A bone spur on your foot typically looks like a small, hard bump or lump under the skin, though many foot bone spurs aren’t visible at all. Where you can see or feel them depends entirely on their location. Spurs on the top of the foot or near the big toe joint often create a noticeable raised area, while spurs on the bottom of the heel are usually hidden deep beneath thick tissue and only show up on an X-ray.
What You Can See and Feel From the Outside
Most people with heel spurs have no idea they have one. The spur grows on the underside of the heel bone, buried beneath layers of fat and connective tissue, so it rarely creates a visible bump. What you’re more likely to notice is localized swelling, redness, or a callus that forms over the area where the spur presses against surrounding tissue.
Bone spurs on other parts of the foot are more obvious. Spurs in the midfoot usually form on top of the foot and can appear as firm lumps or callus-covered bumps that you can both see and feel through the skin. Around the big toe joint, a spur can look like a small deformity or hard bump sitting right on top of the joint. This is common with a condition called hallux rigidus, where the joint gradually stiffens and extra bone builds up in response to wear and tear.
In all cases, the bump feels hard to the touch because it is actual bone, not fluid or soft tissue. The skin over it may look red or irritated, especially if shoes rub against it repeatedly.

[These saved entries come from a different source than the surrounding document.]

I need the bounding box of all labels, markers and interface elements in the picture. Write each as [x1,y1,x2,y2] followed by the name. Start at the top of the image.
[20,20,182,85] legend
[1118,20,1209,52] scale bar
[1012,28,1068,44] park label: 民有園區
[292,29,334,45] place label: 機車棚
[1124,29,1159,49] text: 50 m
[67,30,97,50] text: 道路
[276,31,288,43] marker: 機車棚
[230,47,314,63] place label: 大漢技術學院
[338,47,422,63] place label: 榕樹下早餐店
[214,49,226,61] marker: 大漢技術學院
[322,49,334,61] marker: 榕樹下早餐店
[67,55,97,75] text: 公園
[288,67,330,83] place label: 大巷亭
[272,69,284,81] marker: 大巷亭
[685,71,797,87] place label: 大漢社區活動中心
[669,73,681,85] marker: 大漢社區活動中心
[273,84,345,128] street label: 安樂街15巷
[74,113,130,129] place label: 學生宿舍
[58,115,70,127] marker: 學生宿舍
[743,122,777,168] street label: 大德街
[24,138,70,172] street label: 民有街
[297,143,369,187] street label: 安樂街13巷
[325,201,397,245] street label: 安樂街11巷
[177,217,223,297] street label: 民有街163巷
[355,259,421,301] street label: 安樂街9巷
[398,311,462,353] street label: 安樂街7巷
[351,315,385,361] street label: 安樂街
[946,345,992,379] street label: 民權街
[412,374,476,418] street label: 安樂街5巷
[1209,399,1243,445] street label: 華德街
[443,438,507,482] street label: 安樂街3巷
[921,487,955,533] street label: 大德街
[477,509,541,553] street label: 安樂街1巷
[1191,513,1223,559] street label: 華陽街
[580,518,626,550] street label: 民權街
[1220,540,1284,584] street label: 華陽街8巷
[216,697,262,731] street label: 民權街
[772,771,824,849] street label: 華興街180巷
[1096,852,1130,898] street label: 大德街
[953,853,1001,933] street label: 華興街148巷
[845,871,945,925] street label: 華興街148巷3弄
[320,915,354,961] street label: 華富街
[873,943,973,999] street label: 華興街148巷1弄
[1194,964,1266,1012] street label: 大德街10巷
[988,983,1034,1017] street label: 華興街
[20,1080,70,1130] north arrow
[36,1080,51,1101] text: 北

What a Bone Spur Looks Like on an X-Ray
On imaging, a foot bone spur appears as a bright white projection extending from the surface of the bone. The shape varies quite a bit. Spurs are broadly categorized as either simple or irregular. Simple spurs are triangular structures that taper from a broad base to a sharp point, with smooth, well-defined borders. Irregular spurs have rougher, poorly defined edges and a less organized internal structure.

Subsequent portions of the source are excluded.